++++ Record excerpts ++++

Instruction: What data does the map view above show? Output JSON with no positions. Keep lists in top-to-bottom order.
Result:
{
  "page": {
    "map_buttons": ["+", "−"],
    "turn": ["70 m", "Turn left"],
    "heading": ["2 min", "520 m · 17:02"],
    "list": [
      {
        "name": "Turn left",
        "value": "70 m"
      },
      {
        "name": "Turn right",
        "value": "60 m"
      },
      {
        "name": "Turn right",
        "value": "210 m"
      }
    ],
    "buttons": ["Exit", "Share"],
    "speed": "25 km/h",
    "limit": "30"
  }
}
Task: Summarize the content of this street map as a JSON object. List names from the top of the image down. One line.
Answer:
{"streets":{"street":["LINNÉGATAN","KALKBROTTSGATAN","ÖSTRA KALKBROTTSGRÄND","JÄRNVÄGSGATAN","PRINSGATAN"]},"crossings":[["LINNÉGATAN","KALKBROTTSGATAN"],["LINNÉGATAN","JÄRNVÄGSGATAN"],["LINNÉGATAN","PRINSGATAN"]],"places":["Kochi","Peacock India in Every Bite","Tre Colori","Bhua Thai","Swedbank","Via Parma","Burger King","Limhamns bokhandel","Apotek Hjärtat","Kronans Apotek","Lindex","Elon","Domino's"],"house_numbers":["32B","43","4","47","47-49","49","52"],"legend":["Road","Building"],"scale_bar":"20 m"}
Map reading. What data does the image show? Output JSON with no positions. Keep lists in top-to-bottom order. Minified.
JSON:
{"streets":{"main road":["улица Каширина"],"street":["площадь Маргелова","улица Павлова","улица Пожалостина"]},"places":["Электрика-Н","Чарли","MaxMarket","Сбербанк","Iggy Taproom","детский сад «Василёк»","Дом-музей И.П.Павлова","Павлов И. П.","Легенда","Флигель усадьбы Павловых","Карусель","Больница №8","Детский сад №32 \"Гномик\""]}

++++

### [Task prompt]
Please report how many lines in the records contain the string "lists", and write nothing besides that number.

### [Task output]
2